Hundreds of applications have been created to work with Cardboard, taking advantage of position-sensing capabilities in smartphones to give wearers a sense of looking around in virtual environments while turning their heads.

- Virtual field trips -

Bavor announced availability of an "Expeditions" version of Cardboard designed to let teachers take students on virtual field trips to places such as The Great Wall of China; undersea reefs, or Versailles.

Students wear Cardboard viewers while teachers using tablet computers guide virtual reality (VR) outings, according to Bavor's presentation.

"It lets teachers take classed on field trips to anywhere," Bavor said. "Hundreds of classes around the world have already gone on expeditions."

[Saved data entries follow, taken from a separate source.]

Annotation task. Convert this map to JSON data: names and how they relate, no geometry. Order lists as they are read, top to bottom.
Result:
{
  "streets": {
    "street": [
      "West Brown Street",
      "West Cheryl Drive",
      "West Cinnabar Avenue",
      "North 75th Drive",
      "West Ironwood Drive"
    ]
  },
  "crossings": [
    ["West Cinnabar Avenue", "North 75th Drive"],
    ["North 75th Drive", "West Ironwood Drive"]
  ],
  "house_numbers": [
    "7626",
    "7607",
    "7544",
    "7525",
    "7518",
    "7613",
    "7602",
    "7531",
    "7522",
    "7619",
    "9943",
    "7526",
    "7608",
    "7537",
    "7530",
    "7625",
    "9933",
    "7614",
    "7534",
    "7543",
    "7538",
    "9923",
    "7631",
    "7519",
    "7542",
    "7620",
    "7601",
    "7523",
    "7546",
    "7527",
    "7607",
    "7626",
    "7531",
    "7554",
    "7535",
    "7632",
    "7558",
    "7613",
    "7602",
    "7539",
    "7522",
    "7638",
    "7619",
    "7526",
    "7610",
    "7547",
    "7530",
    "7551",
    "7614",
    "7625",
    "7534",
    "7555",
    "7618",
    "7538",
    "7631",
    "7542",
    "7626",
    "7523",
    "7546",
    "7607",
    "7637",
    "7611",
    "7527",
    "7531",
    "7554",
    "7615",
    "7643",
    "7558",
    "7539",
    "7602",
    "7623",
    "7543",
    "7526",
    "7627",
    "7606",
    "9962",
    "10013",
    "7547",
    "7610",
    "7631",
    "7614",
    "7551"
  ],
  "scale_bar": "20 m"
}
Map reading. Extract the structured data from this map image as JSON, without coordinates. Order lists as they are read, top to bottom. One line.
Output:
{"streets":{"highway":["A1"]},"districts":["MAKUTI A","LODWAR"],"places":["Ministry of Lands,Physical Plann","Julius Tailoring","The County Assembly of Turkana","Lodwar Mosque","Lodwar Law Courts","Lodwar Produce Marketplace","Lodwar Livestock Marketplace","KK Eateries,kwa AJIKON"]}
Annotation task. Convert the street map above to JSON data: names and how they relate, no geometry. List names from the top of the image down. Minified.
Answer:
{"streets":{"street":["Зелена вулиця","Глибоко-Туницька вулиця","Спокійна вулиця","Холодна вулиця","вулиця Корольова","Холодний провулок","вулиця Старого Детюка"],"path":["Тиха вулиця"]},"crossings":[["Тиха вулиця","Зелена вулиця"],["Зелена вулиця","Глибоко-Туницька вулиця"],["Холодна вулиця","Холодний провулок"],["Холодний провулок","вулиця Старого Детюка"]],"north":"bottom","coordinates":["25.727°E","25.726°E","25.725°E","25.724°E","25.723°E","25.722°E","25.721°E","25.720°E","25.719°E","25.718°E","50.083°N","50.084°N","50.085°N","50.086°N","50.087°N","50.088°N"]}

He said that Google is working with GoPro on a specialized camera rig and accompanying system for capturing video in 360-degrees and weaving the imagery into VR presentations.

Google-owned video sharing service YouTube will support VR videos people will be able to view using smartphones and Cardboard.

"Google is definitely democratizing virtual reality more than, say, Facebook," Current Analysis research director Avi Greengart told AFP at the gathering.

"It is very clever of Google to almost back into it by giving people something at almost no cost."

The chief executive of Facebook-owned VR head gear company Oculus Rift went on record this week estimating that getting going from the ground up with one of its systems could cost about $1,500 when it makes its market debut.

Brendan Iribe of Oculus was at a Code technology conference in California when he gave the ballpark figure, which included the cost of a computer with the processing power needed for rich, immersive, seamless video graphics.

Oculus, acquired by Facebook last year in a deal valued about $2 billion, has announced plans to begin shipping headsets to consumers early next year.

The headset, designed for immersive gaming and other applications, has built a strong following among developers and has won praise from analysts for limiting the motion sickness which affects users of VR gear.

"Virtual reality is going to transform gaming, film, entertainment, communication, and much more," Oculus said when revealing launch timing.

Facebook co-founder and chief Mark Zuckerberg has described buying Oculus as a long-term bet that making the social network's offerings more immersive would pay off in the future, enabling members to sort of "teleport" to distant places.

"VR will definitely have a place in gaming; whether it will have a place in general computing is anyone's guess," Greengart said.